Par déclaration du 12 juin 2019, la société Cee Trans a interjeté appel de ce jugement, en ce qu’il a :

– débouté la société Cee Trans de sa demande de condamnation de la société Cee Immo à lui payer la somme de 85.986 euros en réparation de son préjudice lié à la survenance d’un redressement fiscal,

– débouté la société Cee Trans de sa demande de résiliation de bail,

– rejeté la demande en paiement de la société Cee Trans à l’encontre de la société civile immobilière Cee Immo à hauteur de la somme de 1.095.233,94 euros TTC au titre des loyers et taxes foncières indus,

– rejeté la demande formée par la société Cee Trans au titre de l’article 700 du coide de procédure civile,

– condamné la société Cee Trans aux dépens,

– condamné la société Cee Trans à payer à la société Cee Immo la somme de 3.000 euros au titre de l’article 700 du code de procédure civile.

Le conseiller de la mise en état a prononcé la clôture de l’instruction par ordonnance du 19 mai 2020.

Dans l’intervalle, la société Mutual Logistics Enf, venant aux droits de la société Cee Trans, a notifié son congé par exploit du 10 juillet 2019 et quitté les lieux le 20 février 2020.

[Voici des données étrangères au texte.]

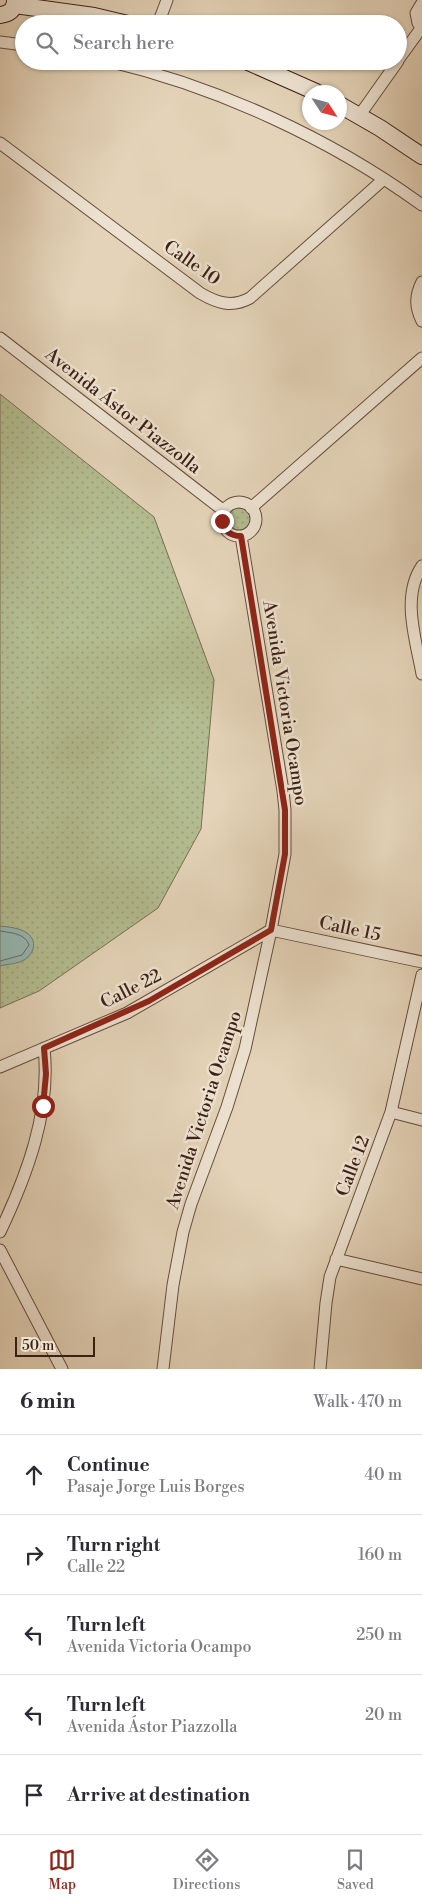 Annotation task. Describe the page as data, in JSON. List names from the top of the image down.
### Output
{
  "streets": {
    "street": [
      "Calle 10",
      "Avenida Ástor Piazzolla",
      "Avenida Victoria Ocampo",
      "Calle 15",
      "Calle 22",
      "Calle 12"
    ]
  },
  "crossings": [
    ["Avenida Ástor Piazzolla", "Avenida Victoria Ocampo"],
    ["Avenida Victoria Ocampo", "Calle 15"],
    ["Avenida Victoria Ocampo", "Calle 22"],
    ["Calle 15", "Calle 22"]
  ],
  "scale_bar": "50 m",
  "north": "bottom right",
  "page": {
    "search": "Search here",
    "scale": "50 m",
    "heading": ["6 min", "Walk · 470 m"],
    "list": [
      ["Continue", "Pasaje Jorge Luis Borges", "40 m"],
      ["Turn right", "Calle 22", "160 m"],
      ["Turn left", "Avenida Victoria Ocampo", "250 m"],
      ["Turn left", "Avenida Ástor Piazzolla", "20 m"],
      "Arrive at destination"
    ],
    "nav": ["Map", "Directions", "Saved"]
  }
}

Par arrêt du 23 septembre 2021, la cour a rabattu l’ordonnance de clôture et ordonné la réouverture des débats, après avoir relevé que l’appelante semblait avoir changé de dénomination, en prélude à son absorption par une société tierce.

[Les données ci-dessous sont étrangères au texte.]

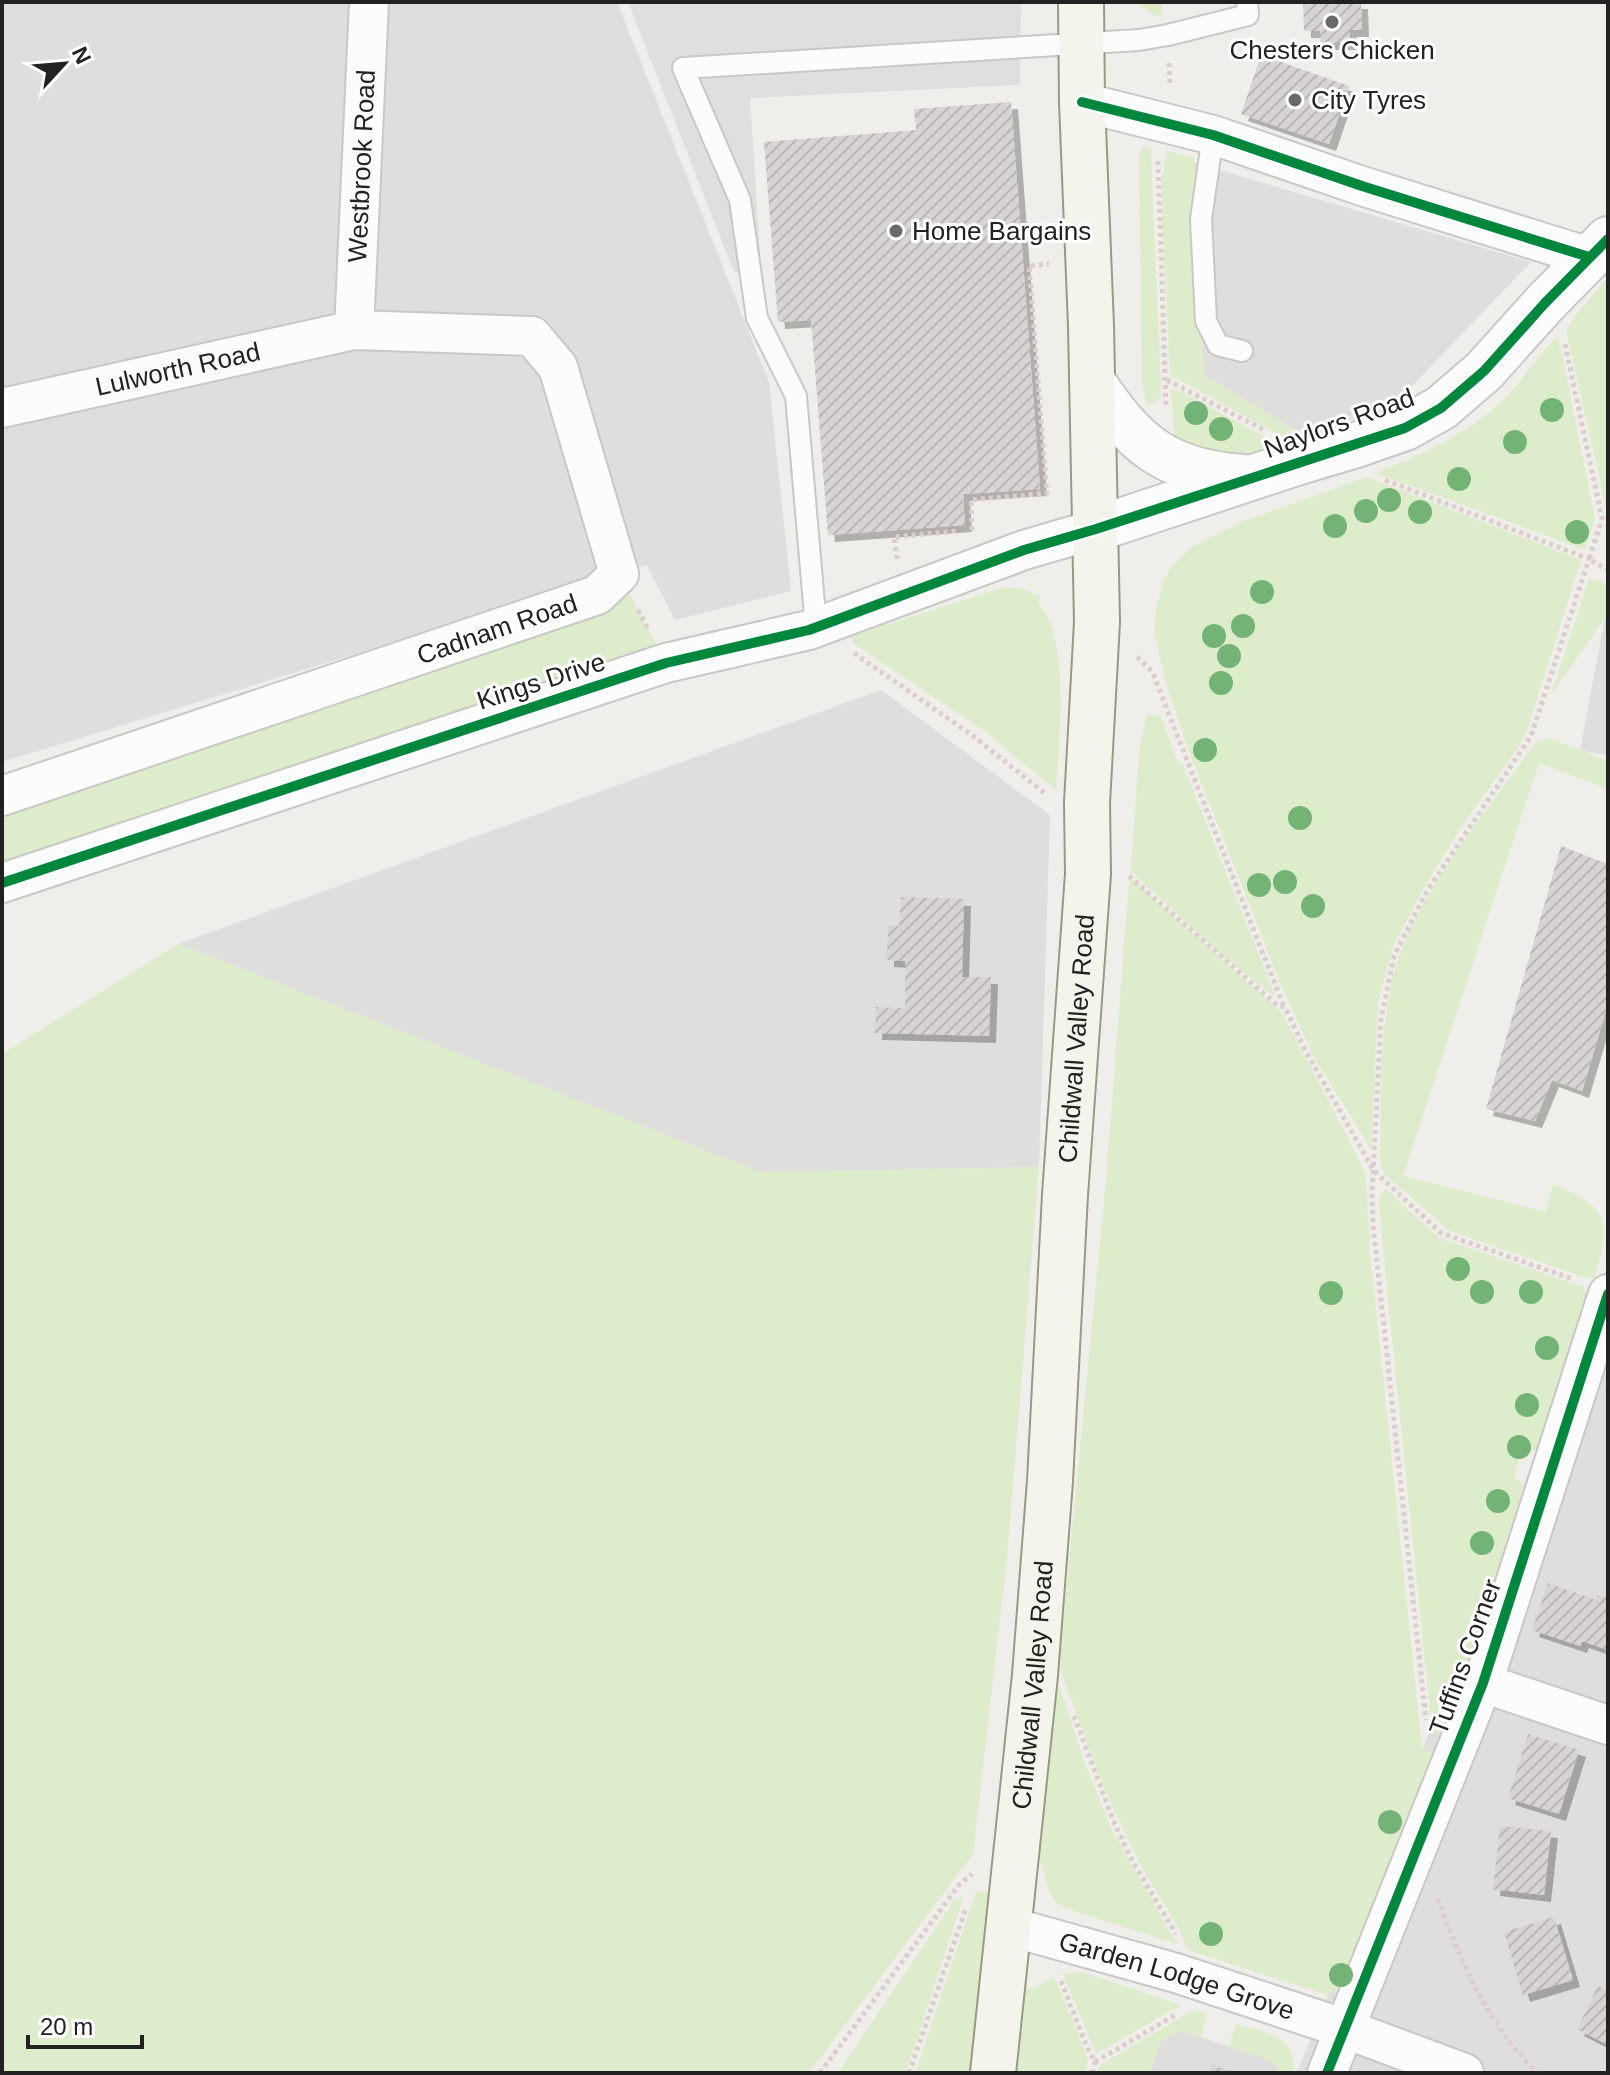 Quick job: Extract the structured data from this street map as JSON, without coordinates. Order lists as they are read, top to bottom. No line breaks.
{"streets":{"main road":["Childwall Valley Road"],"street":["Westbrook Road","Lulworth Road","Naylors Road","Cadnam Road","Kings Drive","Tuffins Corner","Garden Lodge Grove"]},"crossings":[["Westbrook Road","Lulworth Road"],["Naylors Road","Kings Drive"],["Naylors Road","Childwall Valley Road"],["Kings Drive","Childwall Valley Road"],["Childwall Valley Road","Garden Lodge Grove"],["Tuffins Corner","Garden Lodge Grove"]],"places":["Chesters Chicken","City Tyres","Home Bargains"],"scale_bar":"20 m","north":"top right"}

Aux termes de ses conclusions récapitulatives déposées et notifiées le 14 octobre 2021, la société Mutual Logistics Enf (ci-après la bailleresse), agissant en qualité d’ayant cause universel de la société Mutual Logistics Trs, anciennement dénommée Cee Trans, en suite d’une fusion absorption survenue le 07 juin 2021, demande à la cour, au visa des articles 1134 et 1315 anciens du code civil, ainsi que des articles 270 et suivants du code de procédure civile, de :

– homologuer purement et simplement le rapport d’expertise judiciaire déposé le 6 novembre 2014,

– dire et juger que la mezzanine ne doit en aucun cas être décomptée comme surface occupée en sus de la surface au sol,

– dire et juger, conformément au rapport d’expertise judiciaire, qu’en violation de l’obligation de délivrance, le bailleur a retiré de la surface occupée contractuellement 584m²,

– constater qu’au 16 avril 2016, le montant des loyers réglés en trop par la société Cee Trans est de 609.361,31 euros TTC,

– condamner la société Cee Immo à payer à la société Cee Trans, la somme de 1.569.036,11 euros au titre des loyers et charges indus, sauf à parfaire, selon arrêté au 29 février 2020,

– condamner la société civile immobilière Cee Immo à payer à la société Cee Trans la somme de 10.000 euros par application de l’article 700 du code de procédure civile,

– condamner la société civile immobilière Cee Immo aux entiers dépens.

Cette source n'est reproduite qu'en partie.